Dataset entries
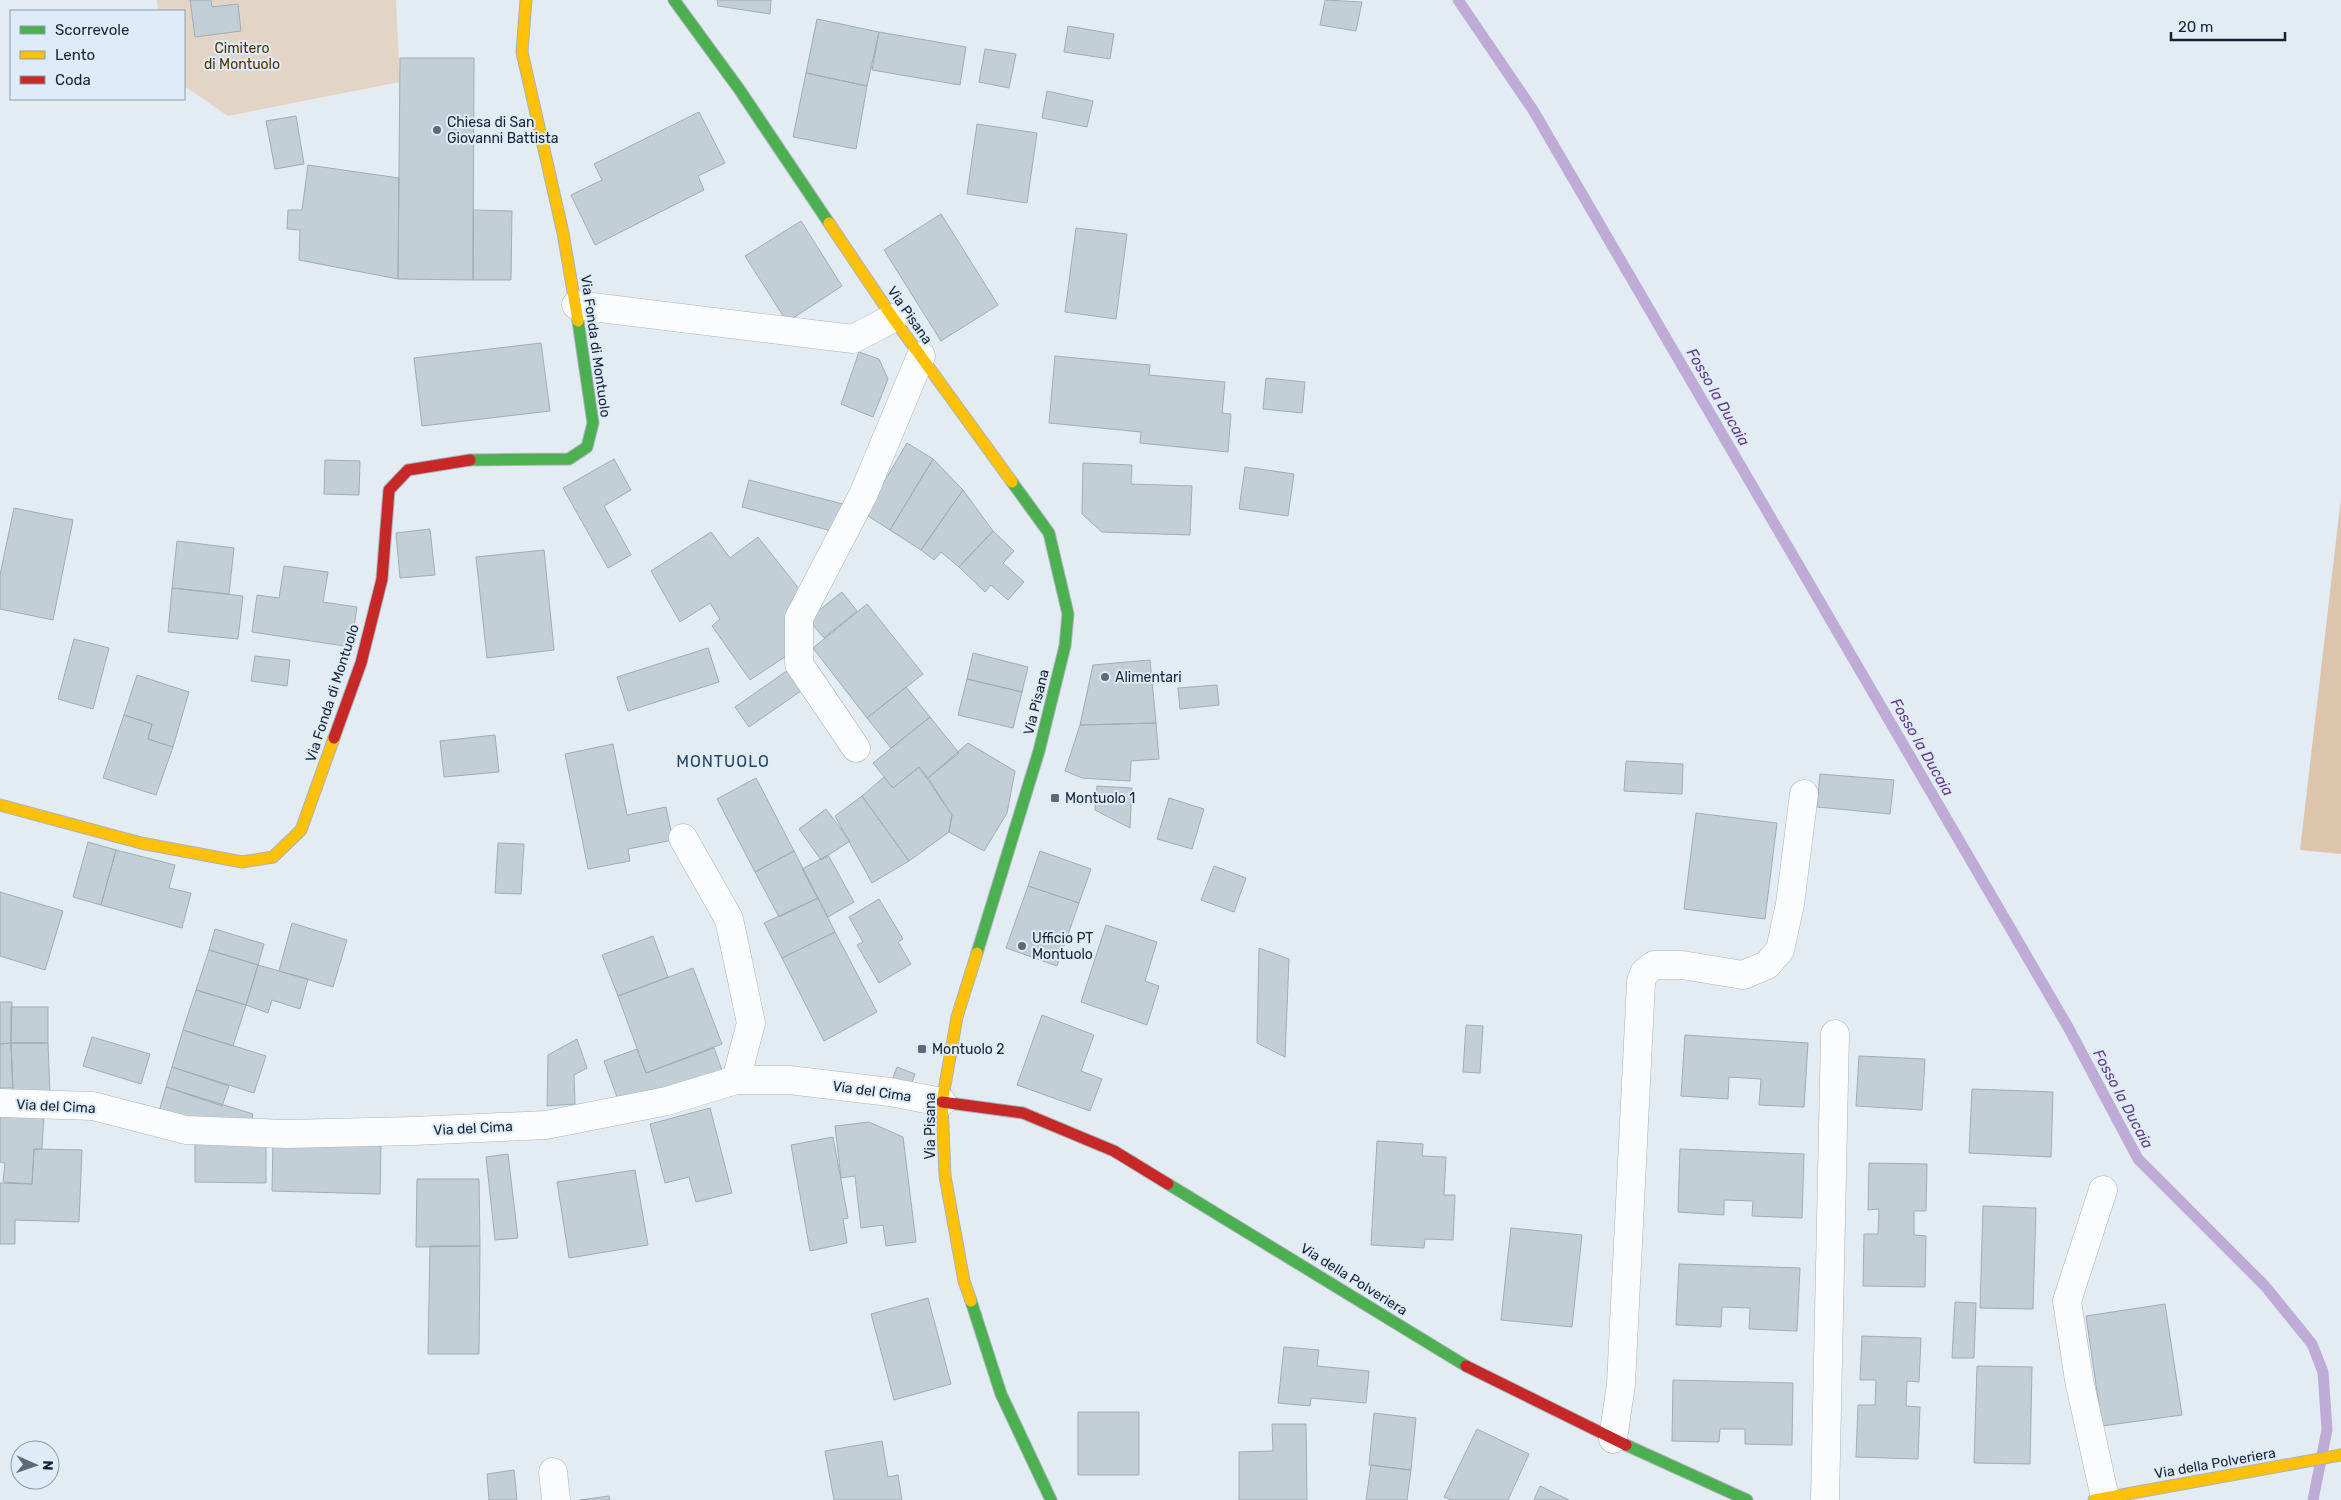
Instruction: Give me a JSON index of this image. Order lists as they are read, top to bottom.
{
  "streets": {
    "street": [
      "Via Pisana",
      "Via Fonda di Montuolo",
      "Via del Cima",
      "Via della Polveriera"
    ]
  },
  "crossings": [
    ["Via Pisana", "Via del Cima"],
    ["Via Pisana", "Via della Polveriera"],
    ["Via del Cima", "Via della Polveriera"]
  ],
  "districts": ["MONTUOLO"],
  "water": ["Fosso la Ducaia"],
  "parks": ["Cimitero di Montuolo"],
  "places": {
    "other": ["Chiesa di San Giovanni Battista", "Alimentari", "Ufficio PT Montuolo"],
    "transit": ["Montuolo 1", "Montuolo 2"]
  },
  "legend": ["Scorrevole", "Lento", "Coda"],
  "scale_bar": "20 m",
  "north": "right"
}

● What is required: Taking the records above as input, show every line in which the word "Polveriera" is present.

● Exercise answer:
      "Via della Polveriera"
    ["Via Pisana", "Via della Polveriera"],
    ["Via del Cima", "Via della Polveriera"]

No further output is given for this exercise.